Pourquoi Kyabula ne redeviendra jamais gouverneur : détournement de 50 millions $, vente de farine pour son compte privé et corruption au Haut-Katanga

Certains se demandent encore pourquoi Jacques Kyabula Katwe ne retrouvera jamais le fauteuil de gouverneur du Haut-Katanga. La réponse est simple : ses méthodes et pratiques l’ont transformé en danger permanent pour la province, tandis que Martin Kazembe Shula s’affirme comme l’homme de confiance capable de redresser la situation.
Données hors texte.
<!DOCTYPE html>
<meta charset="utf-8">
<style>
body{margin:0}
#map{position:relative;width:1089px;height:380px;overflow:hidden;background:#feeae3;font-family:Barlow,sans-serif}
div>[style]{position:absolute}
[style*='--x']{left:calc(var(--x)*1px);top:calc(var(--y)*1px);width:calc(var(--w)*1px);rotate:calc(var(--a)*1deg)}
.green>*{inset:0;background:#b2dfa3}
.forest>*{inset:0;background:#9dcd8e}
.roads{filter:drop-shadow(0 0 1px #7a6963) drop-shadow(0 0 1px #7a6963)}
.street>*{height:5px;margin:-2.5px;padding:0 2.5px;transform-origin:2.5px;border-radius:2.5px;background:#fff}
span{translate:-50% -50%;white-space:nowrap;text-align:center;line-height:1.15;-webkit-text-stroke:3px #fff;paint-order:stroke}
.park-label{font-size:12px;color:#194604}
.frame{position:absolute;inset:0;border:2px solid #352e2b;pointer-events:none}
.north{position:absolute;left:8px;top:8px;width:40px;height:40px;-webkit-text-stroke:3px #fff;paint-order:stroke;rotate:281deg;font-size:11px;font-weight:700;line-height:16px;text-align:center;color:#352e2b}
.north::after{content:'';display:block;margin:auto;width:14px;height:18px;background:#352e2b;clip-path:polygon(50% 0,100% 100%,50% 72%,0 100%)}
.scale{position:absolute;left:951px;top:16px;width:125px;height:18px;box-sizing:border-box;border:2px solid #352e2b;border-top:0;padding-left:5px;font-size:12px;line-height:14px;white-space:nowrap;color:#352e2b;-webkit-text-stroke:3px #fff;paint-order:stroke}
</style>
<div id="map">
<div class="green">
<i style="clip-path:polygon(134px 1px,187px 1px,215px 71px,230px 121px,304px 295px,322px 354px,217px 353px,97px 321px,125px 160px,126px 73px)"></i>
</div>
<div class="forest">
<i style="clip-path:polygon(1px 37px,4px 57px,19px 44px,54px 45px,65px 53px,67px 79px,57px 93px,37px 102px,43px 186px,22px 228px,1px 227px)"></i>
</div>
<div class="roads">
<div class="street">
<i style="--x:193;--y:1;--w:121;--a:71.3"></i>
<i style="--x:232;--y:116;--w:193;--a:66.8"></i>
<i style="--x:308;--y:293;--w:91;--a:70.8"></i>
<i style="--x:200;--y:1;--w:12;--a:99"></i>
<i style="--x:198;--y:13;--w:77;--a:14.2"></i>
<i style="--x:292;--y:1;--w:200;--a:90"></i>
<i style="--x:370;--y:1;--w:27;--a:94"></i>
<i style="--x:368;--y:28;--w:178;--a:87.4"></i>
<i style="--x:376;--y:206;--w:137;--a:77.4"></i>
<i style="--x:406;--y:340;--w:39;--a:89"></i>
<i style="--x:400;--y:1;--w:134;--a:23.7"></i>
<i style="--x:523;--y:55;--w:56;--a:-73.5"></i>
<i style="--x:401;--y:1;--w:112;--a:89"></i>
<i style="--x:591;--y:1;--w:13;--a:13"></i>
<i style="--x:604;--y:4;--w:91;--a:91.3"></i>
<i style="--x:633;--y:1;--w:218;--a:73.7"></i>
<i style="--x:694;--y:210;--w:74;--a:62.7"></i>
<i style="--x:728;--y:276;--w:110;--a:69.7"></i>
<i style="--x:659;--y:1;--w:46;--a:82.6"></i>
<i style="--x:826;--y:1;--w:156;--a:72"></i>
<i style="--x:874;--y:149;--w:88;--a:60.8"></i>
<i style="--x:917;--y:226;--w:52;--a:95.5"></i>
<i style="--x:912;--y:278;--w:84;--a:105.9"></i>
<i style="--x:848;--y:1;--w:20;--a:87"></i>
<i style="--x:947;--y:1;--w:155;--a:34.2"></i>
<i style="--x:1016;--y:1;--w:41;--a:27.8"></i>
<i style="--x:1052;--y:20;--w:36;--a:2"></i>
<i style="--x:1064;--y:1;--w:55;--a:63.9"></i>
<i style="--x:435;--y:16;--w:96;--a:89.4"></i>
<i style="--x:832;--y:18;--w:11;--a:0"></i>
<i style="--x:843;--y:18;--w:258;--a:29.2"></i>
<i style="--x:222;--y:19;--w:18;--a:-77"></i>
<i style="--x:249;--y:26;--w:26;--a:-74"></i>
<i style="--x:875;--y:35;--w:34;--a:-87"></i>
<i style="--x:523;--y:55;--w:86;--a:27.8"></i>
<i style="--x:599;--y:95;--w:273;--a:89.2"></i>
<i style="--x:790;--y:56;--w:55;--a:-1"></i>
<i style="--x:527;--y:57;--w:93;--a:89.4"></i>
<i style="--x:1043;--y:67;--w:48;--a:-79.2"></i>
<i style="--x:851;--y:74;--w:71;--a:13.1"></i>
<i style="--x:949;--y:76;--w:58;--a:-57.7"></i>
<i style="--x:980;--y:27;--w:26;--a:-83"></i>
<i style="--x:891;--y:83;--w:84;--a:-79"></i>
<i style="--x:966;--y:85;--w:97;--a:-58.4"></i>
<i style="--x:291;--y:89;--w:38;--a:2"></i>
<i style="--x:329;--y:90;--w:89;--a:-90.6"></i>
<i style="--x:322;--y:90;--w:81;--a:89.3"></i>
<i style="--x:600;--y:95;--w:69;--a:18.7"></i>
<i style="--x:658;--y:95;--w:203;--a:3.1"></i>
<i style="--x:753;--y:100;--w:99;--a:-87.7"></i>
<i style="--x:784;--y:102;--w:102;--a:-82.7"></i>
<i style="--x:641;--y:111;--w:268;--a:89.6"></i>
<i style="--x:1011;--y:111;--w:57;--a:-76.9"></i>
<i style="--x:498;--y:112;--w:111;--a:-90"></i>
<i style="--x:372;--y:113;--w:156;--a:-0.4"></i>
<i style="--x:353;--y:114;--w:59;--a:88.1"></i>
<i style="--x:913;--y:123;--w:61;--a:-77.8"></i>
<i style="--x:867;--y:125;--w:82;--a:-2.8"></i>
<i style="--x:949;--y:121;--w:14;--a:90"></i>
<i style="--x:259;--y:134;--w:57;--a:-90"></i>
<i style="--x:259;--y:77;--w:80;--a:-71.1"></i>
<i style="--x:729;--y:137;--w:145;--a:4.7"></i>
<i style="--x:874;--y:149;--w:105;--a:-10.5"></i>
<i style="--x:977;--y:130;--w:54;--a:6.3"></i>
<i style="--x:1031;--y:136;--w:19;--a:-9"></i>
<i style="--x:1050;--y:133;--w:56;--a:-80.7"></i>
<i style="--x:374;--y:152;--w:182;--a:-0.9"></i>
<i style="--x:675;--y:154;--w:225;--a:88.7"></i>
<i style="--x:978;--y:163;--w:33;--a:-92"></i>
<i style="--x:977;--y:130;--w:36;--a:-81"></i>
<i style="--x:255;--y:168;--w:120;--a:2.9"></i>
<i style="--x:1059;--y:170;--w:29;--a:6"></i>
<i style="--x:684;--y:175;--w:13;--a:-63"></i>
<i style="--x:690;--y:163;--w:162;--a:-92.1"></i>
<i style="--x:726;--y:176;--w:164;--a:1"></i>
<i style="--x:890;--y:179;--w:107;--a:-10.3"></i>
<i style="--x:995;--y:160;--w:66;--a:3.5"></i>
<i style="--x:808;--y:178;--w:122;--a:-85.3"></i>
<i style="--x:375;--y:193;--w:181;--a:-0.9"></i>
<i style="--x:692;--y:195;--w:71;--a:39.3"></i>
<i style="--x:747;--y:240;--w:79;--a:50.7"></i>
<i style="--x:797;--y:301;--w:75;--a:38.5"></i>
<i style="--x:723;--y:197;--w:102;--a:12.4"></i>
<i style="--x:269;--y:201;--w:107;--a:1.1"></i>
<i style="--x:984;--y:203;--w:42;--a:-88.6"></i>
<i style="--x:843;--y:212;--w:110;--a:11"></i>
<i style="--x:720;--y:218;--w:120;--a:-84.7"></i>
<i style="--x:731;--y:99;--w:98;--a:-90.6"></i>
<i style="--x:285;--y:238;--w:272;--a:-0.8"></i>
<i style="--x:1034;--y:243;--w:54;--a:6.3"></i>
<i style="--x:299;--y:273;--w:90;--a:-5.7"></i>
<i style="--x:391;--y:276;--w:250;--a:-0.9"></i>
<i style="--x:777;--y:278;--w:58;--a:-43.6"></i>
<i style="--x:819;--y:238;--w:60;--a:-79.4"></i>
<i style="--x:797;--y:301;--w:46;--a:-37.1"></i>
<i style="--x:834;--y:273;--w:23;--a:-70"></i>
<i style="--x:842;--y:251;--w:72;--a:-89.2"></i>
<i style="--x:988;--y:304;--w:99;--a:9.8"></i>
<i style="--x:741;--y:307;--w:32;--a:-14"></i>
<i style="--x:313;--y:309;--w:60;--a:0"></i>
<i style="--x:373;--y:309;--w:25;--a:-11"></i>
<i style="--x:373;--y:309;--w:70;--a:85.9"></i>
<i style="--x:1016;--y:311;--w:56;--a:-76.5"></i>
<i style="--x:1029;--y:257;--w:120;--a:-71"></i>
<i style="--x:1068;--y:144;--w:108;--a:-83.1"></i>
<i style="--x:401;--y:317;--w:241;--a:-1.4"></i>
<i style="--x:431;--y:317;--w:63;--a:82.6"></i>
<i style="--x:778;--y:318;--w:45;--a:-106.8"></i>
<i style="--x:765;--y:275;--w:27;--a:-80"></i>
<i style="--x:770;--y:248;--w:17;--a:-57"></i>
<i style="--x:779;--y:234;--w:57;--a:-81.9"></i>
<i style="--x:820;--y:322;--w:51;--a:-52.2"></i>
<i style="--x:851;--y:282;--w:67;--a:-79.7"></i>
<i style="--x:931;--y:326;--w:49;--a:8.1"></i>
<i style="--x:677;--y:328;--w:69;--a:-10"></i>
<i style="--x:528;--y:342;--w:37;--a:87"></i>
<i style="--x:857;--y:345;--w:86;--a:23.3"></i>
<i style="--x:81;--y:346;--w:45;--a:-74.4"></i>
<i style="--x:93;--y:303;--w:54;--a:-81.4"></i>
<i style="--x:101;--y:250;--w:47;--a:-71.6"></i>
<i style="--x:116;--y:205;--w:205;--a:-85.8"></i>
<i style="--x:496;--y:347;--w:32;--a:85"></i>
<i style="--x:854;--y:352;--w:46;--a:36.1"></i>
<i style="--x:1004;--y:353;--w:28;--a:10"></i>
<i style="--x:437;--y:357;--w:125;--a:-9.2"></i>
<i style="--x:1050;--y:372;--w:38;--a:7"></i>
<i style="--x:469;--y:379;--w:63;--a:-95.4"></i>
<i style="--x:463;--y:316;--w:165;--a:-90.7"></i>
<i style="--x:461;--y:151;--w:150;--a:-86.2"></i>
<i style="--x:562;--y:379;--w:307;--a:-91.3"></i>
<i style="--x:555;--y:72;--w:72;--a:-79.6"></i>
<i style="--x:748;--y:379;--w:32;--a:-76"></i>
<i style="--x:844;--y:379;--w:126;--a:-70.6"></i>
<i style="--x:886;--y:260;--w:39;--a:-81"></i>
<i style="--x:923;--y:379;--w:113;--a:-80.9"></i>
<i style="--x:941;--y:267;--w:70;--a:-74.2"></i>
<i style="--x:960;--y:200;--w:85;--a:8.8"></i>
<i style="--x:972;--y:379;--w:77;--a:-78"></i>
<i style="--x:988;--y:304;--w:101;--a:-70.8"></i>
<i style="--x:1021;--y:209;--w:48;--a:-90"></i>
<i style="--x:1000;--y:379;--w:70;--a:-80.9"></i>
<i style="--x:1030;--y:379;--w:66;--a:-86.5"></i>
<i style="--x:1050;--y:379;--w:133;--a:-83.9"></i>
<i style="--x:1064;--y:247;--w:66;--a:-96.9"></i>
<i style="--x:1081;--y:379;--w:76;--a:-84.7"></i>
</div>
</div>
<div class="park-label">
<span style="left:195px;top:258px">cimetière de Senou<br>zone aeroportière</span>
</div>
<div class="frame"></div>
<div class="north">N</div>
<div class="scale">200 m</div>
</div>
Kyabula : un héritage de mauvaise gestion et de scandales

Sous son règne, la province a été gérée comme un bien privé, avec un mépris total pour les deniers publics et les institutions. Selon nos sources :

Transfert de 50 millions de dollars sur son compte privé vers une entreprise en Afrique du Sud.

Vente de farine destinée à la population, mais écoulée au profit de ses poches personnelles.

Manipulation de la sécurité pour justifier des dépenses et soutirer de l’argent.

Création d’entreprises mallettes pour capter les marchés publics.

Impaiements et ruptures de contrat avec les fonctionnaires et partenaires, sans justification.

Corruption systématique pour se maintenir au pouvoir.

Propos tenus en faveur des ennemis de la République, compromettant la sécurité nationale.

Et comme si cela ne suffisait pas, le camp Kyabula se contente aujourd’hui de falsifier des documents officiels, espérant tromper l’opinion publique. Une stratégie risible : tous ses coups ont échoué.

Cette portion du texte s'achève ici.